[What you need to do] Below are the records. List every line holding the word "linecap".

□ □ □

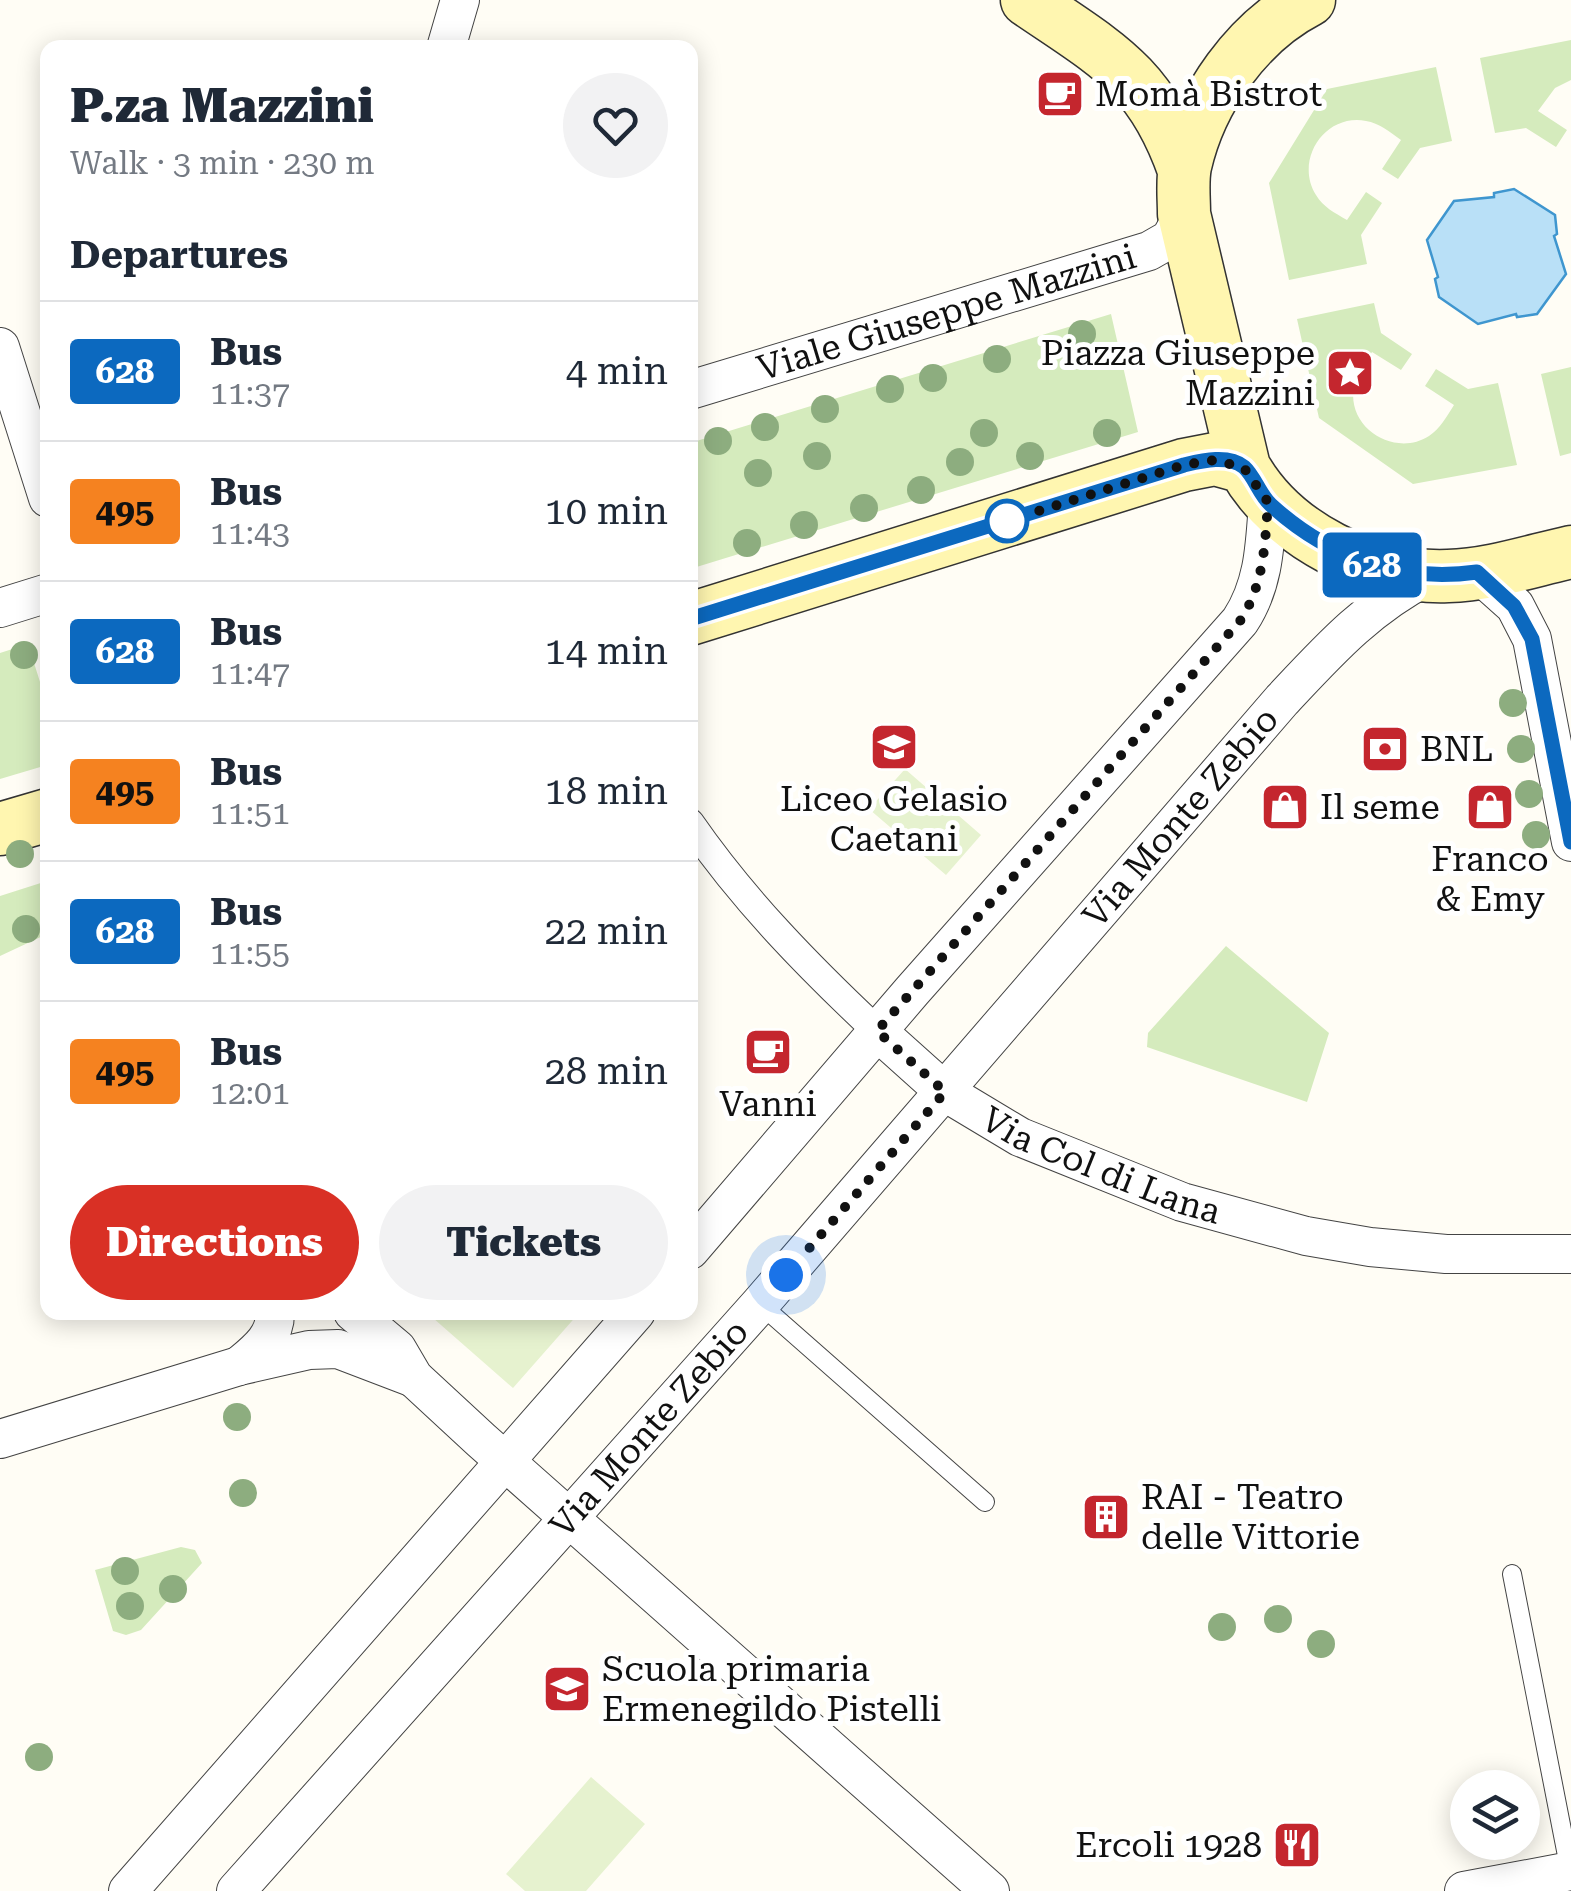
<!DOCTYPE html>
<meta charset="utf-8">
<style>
:root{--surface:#fff;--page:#f2f2f3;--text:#1f2937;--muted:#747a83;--line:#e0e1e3;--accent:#d93025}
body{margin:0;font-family:"Roboto Serif",serif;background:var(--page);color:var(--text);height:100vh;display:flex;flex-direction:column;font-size:38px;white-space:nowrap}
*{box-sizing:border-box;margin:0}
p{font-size:32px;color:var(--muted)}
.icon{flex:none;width:55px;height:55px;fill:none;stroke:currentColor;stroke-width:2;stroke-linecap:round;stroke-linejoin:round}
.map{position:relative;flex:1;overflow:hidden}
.details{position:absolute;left:40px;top:40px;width:658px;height:1280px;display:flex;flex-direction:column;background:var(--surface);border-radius:20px;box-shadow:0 5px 25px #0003}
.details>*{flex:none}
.badge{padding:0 20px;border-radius:8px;font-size:35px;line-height:65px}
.buttons{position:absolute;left:1450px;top:1770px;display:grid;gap:20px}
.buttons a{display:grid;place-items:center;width:90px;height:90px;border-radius:50%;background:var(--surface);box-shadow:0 5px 25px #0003;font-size:50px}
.you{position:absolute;width:50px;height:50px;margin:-25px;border:8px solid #fff;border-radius:50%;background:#1a73e8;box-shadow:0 0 0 15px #1a73e833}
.map>.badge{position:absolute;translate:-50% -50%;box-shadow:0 0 0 5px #fff}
h2{padding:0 30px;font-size:38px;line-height:90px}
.round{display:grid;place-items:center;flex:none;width:105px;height:105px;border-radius:52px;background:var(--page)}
.overview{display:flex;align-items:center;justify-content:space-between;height:170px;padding:0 30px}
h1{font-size:48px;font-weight:800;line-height:75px}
.button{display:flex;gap:20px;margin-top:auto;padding:20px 30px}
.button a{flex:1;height:115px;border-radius:60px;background:var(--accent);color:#fff;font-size:40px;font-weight:800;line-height:115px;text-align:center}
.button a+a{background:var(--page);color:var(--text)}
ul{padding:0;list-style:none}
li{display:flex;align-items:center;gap:30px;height:140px;padding:0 30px;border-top:2px solid var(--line)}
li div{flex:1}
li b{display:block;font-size:38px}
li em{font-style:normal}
li .badge{min-width:110px;font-weight:700;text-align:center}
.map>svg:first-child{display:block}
.green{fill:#d5ebbd}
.pitch{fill:#e6f2cf}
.water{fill:#b9e0f7;stroke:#3f96cf;stroke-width:2.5}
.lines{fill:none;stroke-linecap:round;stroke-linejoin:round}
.service-casing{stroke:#444;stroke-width:20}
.pedestrian-casing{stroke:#444;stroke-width:30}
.minor-casing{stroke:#444;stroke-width:40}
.secondary-casing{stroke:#333;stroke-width:55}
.service{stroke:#fff;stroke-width:18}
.pedestrian{stroke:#fff;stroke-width:28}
.minor{stroke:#fff;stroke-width:38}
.secondary{stroke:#fff6b0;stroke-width:52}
.tree{fill:#8dad7f}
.line-casing{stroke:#fff;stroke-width:22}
.line{stroke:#0c69bf;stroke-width:15}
.walk{stroke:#111;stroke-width:10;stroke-dasharray:0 18}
.stop-dot{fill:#fff;stroke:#0c69bf;stroke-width:5}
.labels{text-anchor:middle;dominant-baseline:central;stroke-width:10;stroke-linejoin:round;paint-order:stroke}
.poi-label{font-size:35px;fill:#111;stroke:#fff;text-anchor:start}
.street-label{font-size:35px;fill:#111;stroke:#fff}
</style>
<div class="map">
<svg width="1571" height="1891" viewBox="0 0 1571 1891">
<rect width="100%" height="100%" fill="#fffdf5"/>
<!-- green -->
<path class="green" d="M1571,40v40l-16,8 -17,23 29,19 -11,17 -30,-19 -31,5 -15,-75z
M1436,67l16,74 -32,7 -22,31 -16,-10 19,-29c-11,-8 -22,-17 -35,-19 -41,-8 -72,39 -50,74 7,12 19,18 31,25l19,-28 16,11 -21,32 6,29 -78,16 -20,-97 58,-94z
M1374,303l7,30 31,21 -11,16 -29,-18c-7,11 -16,22 -18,35 -8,41 41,71 75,49 11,-7 18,-20 25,-31l-29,-19 11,-17 32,20 30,-6 19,82 -104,19 -94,-66 -22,-99z
M1111,314l27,118 -448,137v-126z
M1571,367v86l-11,3 -19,-82z
M28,644l19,60v61l-47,14v-126z
M47,881v53l-47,22v-60z
M1226,946l103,87 -22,69 -160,-55 1,-14z
M181,1547l14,3 7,13 -61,67 -15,5 -13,-4 -18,-61z"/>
<!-- pitch -->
<path class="pitch" d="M905,769l76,66 -35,40 -77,-66z
M438,1312h141v1l-66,75 -80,-70z
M591,1777l54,47 -59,67h-61l-19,-17z"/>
<!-- water -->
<path class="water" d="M1514,189l41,26 2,19 -3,2 12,38 -29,40 -20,3 -1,-3 -38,10 -39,-27 -4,-18 3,-2 -11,-37 27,-39 40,-4v-4z"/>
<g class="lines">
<!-- service casing -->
<g class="service-casing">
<path id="service" d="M760,1304l225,198
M1512,1574l58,297"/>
</g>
<!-- pedestrian casing -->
<g class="pedestrian-casing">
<path id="pedestrian" d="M690,823c54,78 119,144 187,208"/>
</g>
<!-- minor casing -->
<g class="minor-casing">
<g id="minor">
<path d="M446,48l14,-48"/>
<path d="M0,347l48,151"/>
<path id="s1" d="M690,390l459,-139 21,-12 14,-25"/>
<path d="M1477,572l38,34 17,33 39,203"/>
<path d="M0,608l48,-15"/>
<path id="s2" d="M877,1031l68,61 75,45 162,65 124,34 64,11 76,7h125"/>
<path d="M690,1250l222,-259 328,-370c24,-36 25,-76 28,-119"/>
<path d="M353,1312l44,37 17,29 67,62 509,451"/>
<path d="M239,1366c18,-15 37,-29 36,-54"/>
<path d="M0,1439l239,-73 70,-16 29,-1 76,29"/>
<path d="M128,1891l508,-579"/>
<path id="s3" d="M236,1891l524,-587 522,-604c45,-48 86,-94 146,-124"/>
<path d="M1464,1891l107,-20"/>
</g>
</g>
<!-- secondary casing -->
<g class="secondary-casing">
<path id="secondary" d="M1027,0c79,54 124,75 157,170
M1309,0c-62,32 -109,99 -124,166 -3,15 -1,32 -1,48l60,253c39,69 127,112 204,109 41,-1 83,-15 123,-24
M690,619l494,-154 31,-6 29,8
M0,829l48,-14"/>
</g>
<!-- service -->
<use href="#service" class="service"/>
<!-- pedestrian -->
<use href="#pedestrian" class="pedestrian"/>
<!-- minor -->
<use href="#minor" class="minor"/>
<!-- secondary -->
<use href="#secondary" class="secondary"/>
</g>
<!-- trees -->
<g class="tree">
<circle cx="1082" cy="334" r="14"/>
<circle cx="997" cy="359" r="14"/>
<circle cx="933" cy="378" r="14"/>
<circle cx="890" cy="389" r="14"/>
<circle cx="825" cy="409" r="14"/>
<circle cx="765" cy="427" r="14"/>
<circle cx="984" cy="433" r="14"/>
<circle cx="1107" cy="433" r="14"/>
<circle cx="718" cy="441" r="14"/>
<circle cx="817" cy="456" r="14"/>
<circle cx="1030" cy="456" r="14"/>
<circle cx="960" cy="462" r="14"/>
<circle cx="758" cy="473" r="14"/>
<circle cx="921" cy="490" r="14"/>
<circle cx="864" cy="508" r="14"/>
<circle cx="804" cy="525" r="14"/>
<circle cx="747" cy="543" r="14"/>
<circle cx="24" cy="655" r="14"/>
<circle cx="1513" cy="703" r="14"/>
<circle cx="1521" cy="749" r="14"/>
<circle cx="1529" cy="794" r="14"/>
<circle cx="1536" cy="835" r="14"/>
<circle cx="20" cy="854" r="14"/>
<circle cx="26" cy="929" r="14"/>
<circle cx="237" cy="1417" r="14"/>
<circle cx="243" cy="1493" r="14"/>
<circle cx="125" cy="1571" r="14"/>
<circle cx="173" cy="1589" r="14"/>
<circle cx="130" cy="1606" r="14"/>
<circle cx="1278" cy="1619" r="14"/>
<circle cx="1222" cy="1627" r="14"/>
<circle cx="1321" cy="1644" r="14"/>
<circle cx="39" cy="1757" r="14"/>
</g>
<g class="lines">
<!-- line casing -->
<g class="line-casing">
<path id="line" d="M690,619l494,-154c17,-4 44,-11 60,2 11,10 15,27 27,38 57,52 129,78 206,67l37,34 18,33 39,203"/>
</g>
<!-- line -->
<use href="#line" class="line"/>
<!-- walk -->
<path class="walk" d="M786,1275l159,-183 -68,-61 363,-410c24,-36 25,-77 28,-119l-24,-34 -29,-8 -31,5 -177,56"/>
</g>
<!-- icons -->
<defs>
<g id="cafe-square" transform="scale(2.5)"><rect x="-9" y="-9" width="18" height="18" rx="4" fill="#c4262e" stroke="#fff"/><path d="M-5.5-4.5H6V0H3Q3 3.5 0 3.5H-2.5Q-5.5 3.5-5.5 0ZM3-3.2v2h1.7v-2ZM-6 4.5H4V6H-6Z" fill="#fff"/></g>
<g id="sight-square" transform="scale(2.5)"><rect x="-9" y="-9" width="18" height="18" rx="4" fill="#c4262e" stroke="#fff"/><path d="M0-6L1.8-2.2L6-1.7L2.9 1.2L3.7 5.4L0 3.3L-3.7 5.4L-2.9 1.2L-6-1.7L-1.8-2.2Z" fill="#fff"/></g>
<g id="school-square" transform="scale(2.5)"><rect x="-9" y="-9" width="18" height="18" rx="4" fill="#c4262e" stroke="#fff"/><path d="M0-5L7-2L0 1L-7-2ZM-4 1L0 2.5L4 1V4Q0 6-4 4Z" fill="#fff"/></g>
<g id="bank-square" transform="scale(2.5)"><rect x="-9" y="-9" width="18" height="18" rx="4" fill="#c4262e" stroke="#fff"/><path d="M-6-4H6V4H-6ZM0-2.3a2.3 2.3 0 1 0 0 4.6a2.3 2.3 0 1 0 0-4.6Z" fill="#fff"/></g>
<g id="shop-square" transform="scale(2.5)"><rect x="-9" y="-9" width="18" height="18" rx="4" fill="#c4262e" stroke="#fff"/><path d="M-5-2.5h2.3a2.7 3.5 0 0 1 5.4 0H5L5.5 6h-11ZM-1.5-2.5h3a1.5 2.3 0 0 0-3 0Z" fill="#fff"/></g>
<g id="building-square" transform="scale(2.5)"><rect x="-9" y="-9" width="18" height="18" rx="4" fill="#c4262e" stroke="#fff"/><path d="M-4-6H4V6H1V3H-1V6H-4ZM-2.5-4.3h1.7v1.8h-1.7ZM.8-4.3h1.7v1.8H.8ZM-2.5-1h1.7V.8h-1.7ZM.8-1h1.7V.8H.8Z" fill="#fff"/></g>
<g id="restaurant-square" transform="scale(2.5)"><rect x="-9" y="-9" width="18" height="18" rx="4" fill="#c4262e" stroke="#fff"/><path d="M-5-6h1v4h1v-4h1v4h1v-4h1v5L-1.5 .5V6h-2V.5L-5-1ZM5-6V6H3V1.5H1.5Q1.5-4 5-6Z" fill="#fff"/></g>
</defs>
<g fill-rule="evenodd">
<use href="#cafe-square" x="1060" y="94"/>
<use href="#sight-square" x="1350" y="373"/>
<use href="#school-square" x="894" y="747"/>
<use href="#bank-square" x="1385" y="749"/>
<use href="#shop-square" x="1285" y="807"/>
<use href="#shop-square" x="1490" y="807"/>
<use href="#cafe-square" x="768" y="1052"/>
<use href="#building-square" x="1106" y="1517"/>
<use href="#school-square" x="567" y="1689"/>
<use href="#restaurant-square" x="1297" y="1845"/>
</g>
<!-- markers -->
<circle class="stop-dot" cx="1007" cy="521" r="20"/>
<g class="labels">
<!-- poi labels -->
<g class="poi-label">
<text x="1095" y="94">Momà Bistrot</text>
<text x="1315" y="353" text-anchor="end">Piazza Giuseppe<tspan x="1315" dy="40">Mazzini</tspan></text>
<text x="1420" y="749">BNL</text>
<text x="894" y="799" text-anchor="middle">Liceo Gelasio<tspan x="894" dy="40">Caetani</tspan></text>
<text x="1320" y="807">Il seme</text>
<text x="1490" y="859" text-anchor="middle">Franco<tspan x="1490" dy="40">&amp; Emy</tspan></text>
<text x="768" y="1104" text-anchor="middle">Vanni</text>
<text x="1141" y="1497">RAI - Teatro<tspan x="1141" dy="40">delle Vittorie</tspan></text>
<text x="602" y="1669">Scuola primaria<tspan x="602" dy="40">Ermenegildo Pistelli</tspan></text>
<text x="1262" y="1845" text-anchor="end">Ercoli 1928</text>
</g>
<!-- street labels -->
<g class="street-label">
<text stroke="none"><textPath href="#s1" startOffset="268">Viale Giuseppe Mazzini</textPath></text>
<text stroke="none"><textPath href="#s3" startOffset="1430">Via Monte Zebio</textPath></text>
<text stroke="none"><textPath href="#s2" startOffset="265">Via Col di Lana</textPath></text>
<text stroke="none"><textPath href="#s3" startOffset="620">Via Monte Zebio</textPath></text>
</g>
</g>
</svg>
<div class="buttons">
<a><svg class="icon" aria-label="layers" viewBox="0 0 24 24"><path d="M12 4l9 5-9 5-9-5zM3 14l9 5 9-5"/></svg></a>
</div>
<div class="you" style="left:786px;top:1275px"></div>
<b class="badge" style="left:1372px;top:565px;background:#0c69bf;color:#fff">628</b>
<section class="details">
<div class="overview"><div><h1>P.za Mazzini</h1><p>Walk · 3 min · 230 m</p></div><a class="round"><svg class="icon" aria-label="heart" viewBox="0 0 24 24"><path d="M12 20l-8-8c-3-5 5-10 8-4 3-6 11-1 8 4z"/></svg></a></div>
<h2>Departures</h2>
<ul>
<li><span class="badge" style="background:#0c69bf;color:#fff">628</span><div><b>Bus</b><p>11:37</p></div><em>4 min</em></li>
<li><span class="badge" style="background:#f58220;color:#111">495</span><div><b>Bus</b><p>11:43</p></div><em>10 min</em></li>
<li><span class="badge" style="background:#0c69bf;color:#fff">628</span><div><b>Bus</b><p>11:47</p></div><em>14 min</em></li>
<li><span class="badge" style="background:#f58220;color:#111">495</span><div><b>Bus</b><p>11:51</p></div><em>18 min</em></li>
<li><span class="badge" style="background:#0c69bf;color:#fff">628</span><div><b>Bus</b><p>11:55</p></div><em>22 min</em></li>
<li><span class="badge" style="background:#f58220;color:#111">495</span><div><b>Bus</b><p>12:01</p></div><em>28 min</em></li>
</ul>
<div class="button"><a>Directions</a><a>Tickets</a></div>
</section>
</div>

□ □ □

[Exercise response]
.icon{flex:none;width:55px;height:55px;fill:none;stroke:currentColor;stroke-width:2;stroke-linecap:round;stroke-linejoin:round}
.lines{fill:none;stroke-linecap:round;stroke-linejoin:round}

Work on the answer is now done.